Killer Apple Maps
It’s official: Apple Maps is so bad it could kill you.
According to Australian police, don’t use the application if you are driving around in the rural Southeastern Australian desert. Users can find themselves in a “life-threatening situation.”
The infamously glitchy application, recently included in Apple’s iOS 6 operating system update, has come under fire for leading many astray. But in Australia, the bad directions have landed several drivers in hot situations.
According to authorities, six Apple Maps users have been stranded in the Australian desert over the past month.
“Some of the motorists located by police have been stranded for up to 24 hours without food or water and have walked long distances through dangerous terrain to get phone reception,” according to the Sydney Morning Herald.
The problem is where Apple Maps places the tiny town of Mildura. The six Mildura-bound drivers ended up in the dusty, isolated heart of Murray Sunset National Park. This remote location is about 45 miles away from Mildura.
The Sydney Morning Herald describes the location where Apple Maps places Mildura as “the end of a dirt road in the Australian bush, in tire-choking desert sand far from food and water.”
It sounds like a terrible place to unexpectedly turn up. Even worse for iPhone 5 junkies, the park has basically no mobile phone reception.
“Police are extremely concerned as there is no water supply within the park and temperatures can reach as high as 46 degrees Celsius (114 F), making this a potentially life-threatening issue,” said police, in a statement.
“If it was a 45-degree [Celsius] day, someone could actually die,” said the Local Area Commander Inspector, Simon Clemence, to the Australian Broadcasting Corporation.
Apple has been dealing with a deluge of criticism ever since the operating system update in the fall.

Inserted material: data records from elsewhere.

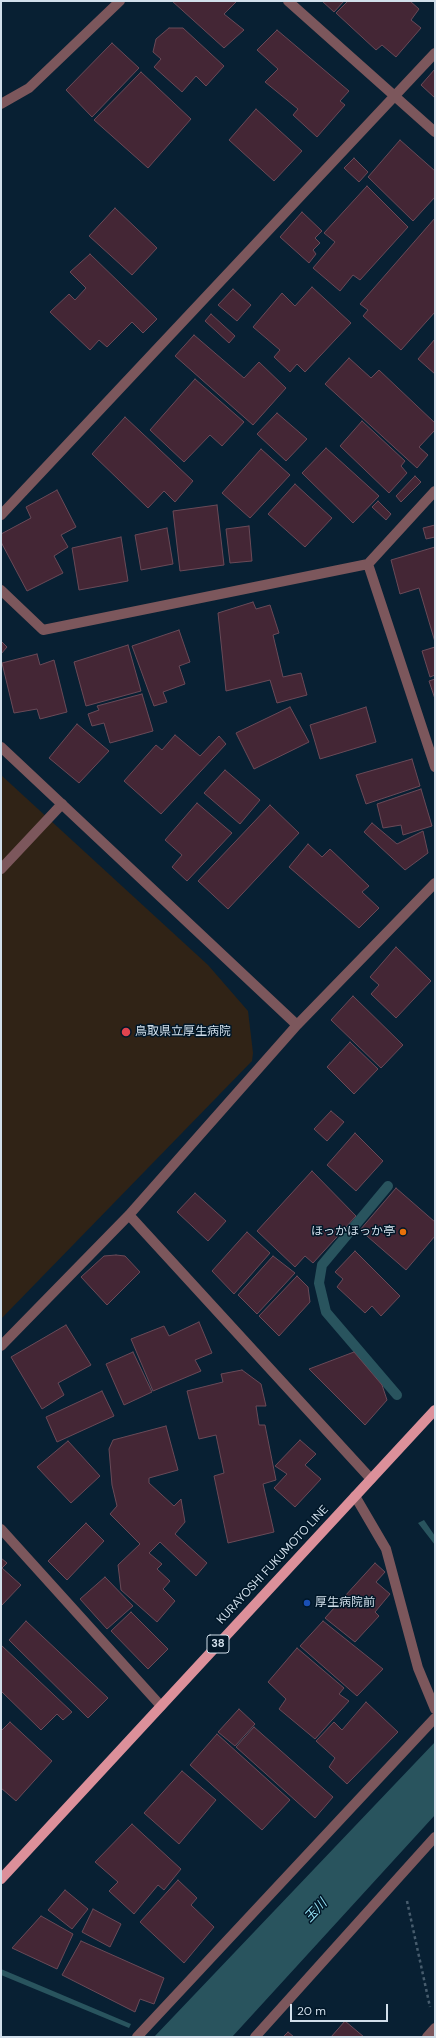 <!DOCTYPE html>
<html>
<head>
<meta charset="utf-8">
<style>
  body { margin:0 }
  #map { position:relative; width:436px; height:2038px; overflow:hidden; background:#082033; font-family:"DM Sans",sans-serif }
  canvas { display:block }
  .frame { position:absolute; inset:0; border:2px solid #d1dfeb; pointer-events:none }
  .scale { position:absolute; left:290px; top:2004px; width:98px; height:18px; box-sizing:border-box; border:2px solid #d1dfeb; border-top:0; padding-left:5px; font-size:12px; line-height:14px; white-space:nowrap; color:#d1dfeb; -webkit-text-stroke:3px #011728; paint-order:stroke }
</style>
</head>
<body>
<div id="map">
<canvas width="436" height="2038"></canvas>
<div class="frame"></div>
<div class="scale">20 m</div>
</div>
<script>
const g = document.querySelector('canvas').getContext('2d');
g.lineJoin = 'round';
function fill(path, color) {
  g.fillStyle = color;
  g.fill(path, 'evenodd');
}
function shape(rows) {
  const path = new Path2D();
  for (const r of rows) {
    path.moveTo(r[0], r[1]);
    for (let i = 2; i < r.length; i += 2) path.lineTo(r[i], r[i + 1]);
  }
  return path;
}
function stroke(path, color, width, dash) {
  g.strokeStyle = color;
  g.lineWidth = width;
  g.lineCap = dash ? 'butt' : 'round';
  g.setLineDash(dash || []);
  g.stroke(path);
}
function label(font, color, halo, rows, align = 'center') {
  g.font = font + ' "DM Sans","Noto Sans JP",sans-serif';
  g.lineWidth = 3;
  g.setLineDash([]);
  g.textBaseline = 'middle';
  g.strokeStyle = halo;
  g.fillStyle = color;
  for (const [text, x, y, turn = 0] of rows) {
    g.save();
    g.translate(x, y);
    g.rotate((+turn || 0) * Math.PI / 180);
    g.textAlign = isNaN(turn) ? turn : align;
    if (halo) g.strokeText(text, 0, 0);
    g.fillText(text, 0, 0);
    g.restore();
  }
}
fill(shape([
  [1,775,208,965,248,1011,253,1053,252,1061,1,1319]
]), '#302316');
fill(shape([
  [424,1520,435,1536,435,1545,418,1523],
  [435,1742,435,1815,232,2037,154,2037],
  [1,1969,131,2024,129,2028,1,1975]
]), '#29545e');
stroke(shape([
  [388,1186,322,1265,319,1283,326,1312,397,1395]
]), '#29545e', 10);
const building = shape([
  [172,1,237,1,224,14,244,30,224,48,172,1],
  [322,1,344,1,334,12,322,1],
  [348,1,410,1,419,9,411,20,421,28,396,57,382,45,376,50,336,13,348,1],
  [169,28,183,28,224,66,206,86,196,76,182,92,154,67,161,59,153,52,156,39,169,28],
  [277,30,349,91,340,101,345,105,317,137,293,115,298,109,265,82,278,69,257,50,277,30],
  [112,43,139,68,92,117,66,90,112,43],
  [435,69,435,98,421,85,435,69],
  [141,72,191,119,148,168,94,120,141,72],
  [256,109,302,151,274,181,229,140,256,109],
  [400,140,435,171,435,197,413,221,368,177,400,140],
  [354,158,368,172,359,182,344,168,354,158],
  [367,186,408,227,360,280,353,275,340,291,313,268,335,242,324,233,367,186],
  [115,208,157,248,132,275,89,236,115,208],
  [302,212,322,231,315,238,320,243,313,250,316,254,309,263,280,237,302,212],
  [435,218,435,312,401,350,363,316,368,310,360,304,435,218],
  [90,254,157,319,143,333,132,322,107,347,99,340,90,350,50,312,69,294,75,300,86,288,70,272,90,254],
  [312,287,351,323,305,372,297,364,290,372,274,357,280,350,253,327,282,293,295,306,312,287],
  [233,289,251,305,237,321,218,305,233,289],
  [211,314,235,336,229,343,205,321,211,314],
  [194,335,244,378,259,362,286,388,253,425,175,356,194,335],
  [435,339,435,374,418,359,435,339],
  [349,358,371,378,379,370,435,423,435,430,419,447,428,455,417,468,325,384,349,358],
  [195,379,244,422,222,446,210,435,184,462,150,430,195,379],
  [277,413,307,439,286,461,257,434,277,413],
  [125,417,193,481,175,502,164,491,148,508,92,454,125,417],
  [362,421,405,461,401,466,407,473,389,493,340,446,362,421],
  [326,448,379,496,353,523,302,473,326,448],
  [261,449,290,475,250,518,222,493,261,449],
  [415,476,421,482,401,502,396,496,415,476],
  [295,484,332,518,305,547,268,514,295,484],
  [57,490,76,527,61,535,68,547,54,556,63,573,27,591,1,542,1,534,31,518,26,507,57,490],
  [378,501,391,514,386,520,372,507,378,501],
  [217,505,224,565,180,571,173,511,217,505],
  [435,525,435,537,426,539,423,528,435,525],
  [249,526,252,561,230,563,226,529,249,526],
  [167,528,173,564,141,570,135,535,167,528],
  [121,537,128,581,79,590,72,548,121,537],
  [435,547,435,642,419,588,400,594,391,560,435,547],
  [253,602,256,609,270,605,279,633,273,635,283,677,301,673,307,695,277,703,270,680,226,691,218,613,253,602],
  [179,630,190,662,179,666,185,684,163,692,167,702,154,706,132,646,179,630],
  [1,641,7,647,1,654,1,641],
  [128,645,141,691,86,706,74,662,128,645],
  [435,647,435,675,430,677,422,651,435,647],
  [37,654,40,665,54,660,67,712,40,719,37,709,14,713,2,663,37,654],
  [435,679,435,699,429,681,435,679],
  [142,694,153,731,110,743,104,723,92,726,88,714,99,710,97,706,142,694],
  [290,707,309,742,254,769,236,733,290,707],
  [366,707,376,742,320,759,310,725,366,707],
  [77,724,109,751,79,783,49,758,77,724],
  [175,735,200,756,219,736,226,744,161,814,124,781,156,745,162,750,175,735],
  [412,759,420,786,366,804,356,775,412,759],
  [225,770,260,800,240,824,204,793,225,770],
  [421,789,432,826,403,835,401,825,383,828,377,804,421,789],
  [197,803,232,833,187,881,172,867,182,855,165,840,197,803],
  [270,805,299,833,228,909,198,881,270,805],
  [372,823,397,844,423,831,428,853,405,870,364,832,372,823],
  [308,844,322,857,330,849,369,886,362,892,379,908,359,928,289,867,308,844],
  [396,947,431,981,396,1018,371,994,379,985,370,977,396,947],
  [353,996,403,1045,381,1068,331,1020,353,996],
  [350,1042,378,1069,354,1094,327,1067,350,1042],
  [331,1111,344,1122,327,1141,314,1129,331,1111],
  [355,1133,383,1161,356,1191,327,1165,355,1133],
  [312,1171,356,1216,313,1263,305,1256,295,1267,257,1231,312,1171],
  [396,1188,435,1222,435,1236,406,1270,360,1230,396,1188],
  [195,1193,226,1221,208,1241,177,1212,195,1193],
  [247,1232,270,1253,234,1294,212,1271,247,1232],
  [355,1251,400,1296,381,1316,372,1306,365,1313,337,1287,343,1279,335,1272,355,1251],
  [116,1255,125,1256,140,1272,107,1305,81,1277,104,1256,116,1255],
  [273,1256,295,1273,257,1314,238,1295,273,1256],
  [297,1276,308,1287,310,1302,279,1336,259,1316,297,1276],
  [199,1322,212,1353,195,1360,201,1371,153,1391,131,1339,164,1326,169,1336,199,1322],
  [66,1325,91,1365,58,1383,64,1395,42,1409,11,1357,66,1325],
  [133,1352,152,1392,124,1405,106,1364,133,1352],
  [354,1352,382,1385,387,1400,365,1425,309,1369,354,1352],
  [242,1370,261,1384,266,1406,256,1406,259,1425,265,1425,276,1480,263,1484,274,1532,228,1543,214,1476,224,1473,216,1435,199,1439,187,1391,223,1382,221,1374,242,1370],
  [102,1391,114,1416,57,1442,46,1417,102,1391],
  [166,1426,178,1470,149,1478,149,1483,174,1506,181,1499,185,1522,175,1534,207,1563,196,1576,160,1542,149,1553,162,1564,157,1569,170,1581,163,1589,175,1601,157,1622,121,1590,118,1565,140,1544,110,1514,117,1506,112,1485,109,1449,113,1440,166,1426],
  [300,1440,316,1454,305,1465,321,1479,295,1507,274,1488,287,1474,275,1466,300,1440],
  [68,1441,100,1476,71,1503,37,1467,68,1441],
  [86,1523,104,1541,67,1580,48,1561,86,1523],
  [1,1558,7,1563,2,1568,21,1585,1,1606,1,1558],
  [375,1563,385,1572,376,1582,390,1594,375,1612,379,1616,355,1642,325,1618,375,1563],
  [105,1577,133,1606,107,1629,80,1599,105,1577],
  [131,1612,168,1649,148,1669,111,1631,131,1612],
  [26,1621,108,1698,88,1718,9,1640,26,1621],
  [323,1621,383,1669,357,1696,300,1646,323,1621],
  [1,1645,72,1712,63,1720,57,1714,41,1730,1,1691,1,1645],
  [297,1648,344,1688,339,1694,349,1701,315,1739,279,1709,286,1699,268,1682,297,1648],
  [366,1702,398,1732,347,1784,329,1767,335,1758,316,1741,334,1722,342,1730,366,1702],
  [239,1709,255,1724,235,1746,218,1732,239,1709],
  [10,1722,52,1761,16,1801,1,1788,1,1731,10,1722],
  [254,1727,333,1797,315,1818,236,1747,254,1727],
  [217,1734,290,1800,262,1830,190,1765,217,1734],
  [182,1771,216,1800,179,1844,144,1813,182,1771],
  [132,1824,181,1869,164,1890,158,1885,134,1914,109,1891,118,1882,95,1862,132,1824],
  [178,1880,197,1898,191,1905,214,1927,184,1963,140,1922,178,1880],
  [65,1890,88,1909,72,1929,48,1910,65,1890],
  [93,1909,121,1924,110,1947,82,1932,93,1909],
  [41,1916,73,1934,57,1969,12,1948,41,1916],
  [81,1941,164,1978,154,2004,140,1999,135,2012,62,1975,81,1941],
  [345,2021,364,2037,331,2037,345,2021],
  [288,2032,294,2037,283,2037,288,2032]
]);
fill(building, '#442635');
stroke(building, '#694a58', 1);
stroke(shape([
  [407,1901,430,2007]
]), '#475c6d', 2.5, [3, 3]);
stroke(shape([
  [1,869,62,804]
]), '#7c575c', 10);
stroke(shape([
  [288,1,435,132],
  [1,104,29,88,120,1],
  [1,515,435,53],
  [368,564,435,767],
  [1,590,43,630,368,564,435,491],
  [1,747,297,1025],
  [129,1215,371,1479],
  [1,1346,129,1215,297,1025,435,883],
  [355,1496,386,1549,418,1668,435,1709],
  [1,1529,161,1706],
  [137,2037,435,1718],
  [255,2037,435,1837],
  [427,2037,435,2028]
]), '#7c575c', 10);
stroke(shape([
  [1,1879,435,1410]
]), '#dc909a', 10);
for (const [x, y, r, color] of [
  [126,1032,5,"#e0444e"],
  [403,1232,4,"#e8710a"],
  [307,1603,4,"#1a4fb4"]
]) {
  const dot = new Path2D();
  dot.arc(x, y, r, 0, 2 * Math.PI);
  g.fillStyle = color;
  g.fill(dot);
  stroke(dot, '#011728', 1.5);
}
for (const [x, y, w] of [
  [218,1644,22]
]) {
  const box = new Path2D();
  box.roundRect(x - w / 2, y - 9, w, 18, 3);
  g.fillStyle = '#011728';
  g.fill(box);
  stroke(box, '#d1dfeb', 1);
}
label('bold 11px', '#d1dfeb', null, [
  ["38",218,1644]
]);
label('12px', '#d1dfeb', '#011728', [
  ["鳥取県立厚生病院",135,1032],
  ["ほっかほっか亭",395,1232,"right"],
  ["厚生病院前",315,1603]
], 'left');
label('12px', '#d1dfeb', '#011728', [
  ["KURAYOSHI FUKUMOTO LINE",273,1565,-47]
]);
label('italic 13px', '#92dff1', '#011728', [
  ["玉川",316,1911,-47]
]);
</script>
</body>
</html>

Apple Maps has felt the brunt of criticism, with many users complaining of garbled graphics, misplaced landmarks, and just plain bad directions. The charge from Australian police is the first time the app has been deemed “life-threatening,” though.
“We screwed up and we are putting the weight of the company behind correcting it,” Apple CEO Tim CookTim Cook said in an interview earlier in the year.
After the official warning released yesterday, a police spokesperson said that Apple has “sort of half-fixed” the glitch on Tuesday morning. That doesn’t sound like a go-ahead to use the service again. At least, not yet.
We should pay more attention to science fiction movies and remember to never completely trust technology.